Celebration Week 9-13 October

We’re kicking off our celebration week with an attempt to set a record for the most people learning CPR in 2 hours, and are seeking small multidisciplinary teams (ED doctors, nurses, managers) to help teach CPR to the public in their region.

We also want help to promote important educational messages on other themes during the week – including mental health and violence prevention – providing advice, education and support on the issues that matter. The flyer below gives more information on the themes.

If your team would like to take part and help raise funds for the new RCEM Foundation, which we think will inspire great research and educational projects, please register your team by Friday 8 September 2017.

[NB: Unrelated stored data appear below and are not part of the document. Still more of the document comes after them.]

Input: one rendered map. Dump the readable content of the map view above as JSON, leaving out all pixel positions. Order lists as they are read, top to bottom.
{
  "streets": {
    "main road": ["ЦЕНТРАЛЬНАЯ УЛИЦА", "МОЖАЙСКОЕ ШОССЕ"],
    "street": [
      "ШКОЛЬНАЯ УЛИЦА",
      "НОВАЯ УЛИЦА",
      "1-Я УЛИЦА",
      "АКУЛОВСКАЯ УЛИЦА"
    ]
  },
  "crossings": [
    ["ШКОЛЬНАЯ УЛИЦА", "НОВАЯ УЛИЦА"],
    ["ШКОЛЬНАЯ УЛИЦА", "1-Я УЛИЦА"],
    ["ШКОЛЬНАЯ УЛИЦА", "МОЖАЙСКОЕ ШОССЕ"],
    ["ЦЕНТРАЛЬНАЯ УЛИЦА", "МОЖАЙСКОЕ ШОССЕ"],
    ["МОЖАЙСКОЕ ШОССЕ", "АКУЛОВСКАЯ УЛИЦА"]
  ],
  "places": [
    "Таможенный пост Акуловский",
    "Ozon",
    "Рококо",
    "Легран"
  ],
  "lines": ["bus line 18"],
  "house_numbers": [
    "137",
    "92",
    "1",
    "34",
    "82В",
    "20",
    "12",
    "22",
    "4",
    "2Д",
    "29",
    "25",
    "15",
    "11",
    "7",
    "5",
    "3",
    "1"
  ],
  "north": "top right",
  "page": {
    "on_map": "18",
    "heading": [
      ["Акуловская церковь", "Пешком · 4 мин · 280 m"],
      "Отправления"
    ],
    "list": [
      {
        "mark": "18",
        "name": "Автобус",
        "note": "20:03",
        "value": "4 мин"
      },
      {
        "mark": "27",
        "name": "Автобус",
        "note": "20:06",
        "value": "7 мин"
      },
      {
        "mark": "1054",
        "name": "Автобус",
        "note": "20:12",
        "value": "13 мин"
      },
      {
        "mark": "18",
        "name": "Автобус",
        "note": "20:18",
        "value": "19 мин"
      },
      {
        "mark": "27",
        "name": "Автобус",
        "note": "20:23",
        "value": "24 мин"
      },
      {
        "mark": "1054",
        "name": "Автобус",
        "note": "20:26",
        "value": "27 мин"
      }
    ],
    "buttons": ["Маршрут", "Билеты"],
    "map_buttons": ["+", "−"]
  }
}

To help you plan your event or take part in the CPR record, we’ve put together some tips, information and resources for you to use, that we hope will be helpful.

To take part, or for more information contact Thank you in advance for your help – we really want to make this a memorable occasion and your help will be invaluable. 

European Restart a Heart Day - 16 October 2017

Our CPR record attempt is part of the Resuscitation Council UK’s Restart a Heart Campaign, with the 16 October 2017 designated as European Restart a Heart Day.

The Royal College of Emergency Medicine fully supports the day and is proud to be a partner in the project, as it will ensure that many more people are trained in CPR.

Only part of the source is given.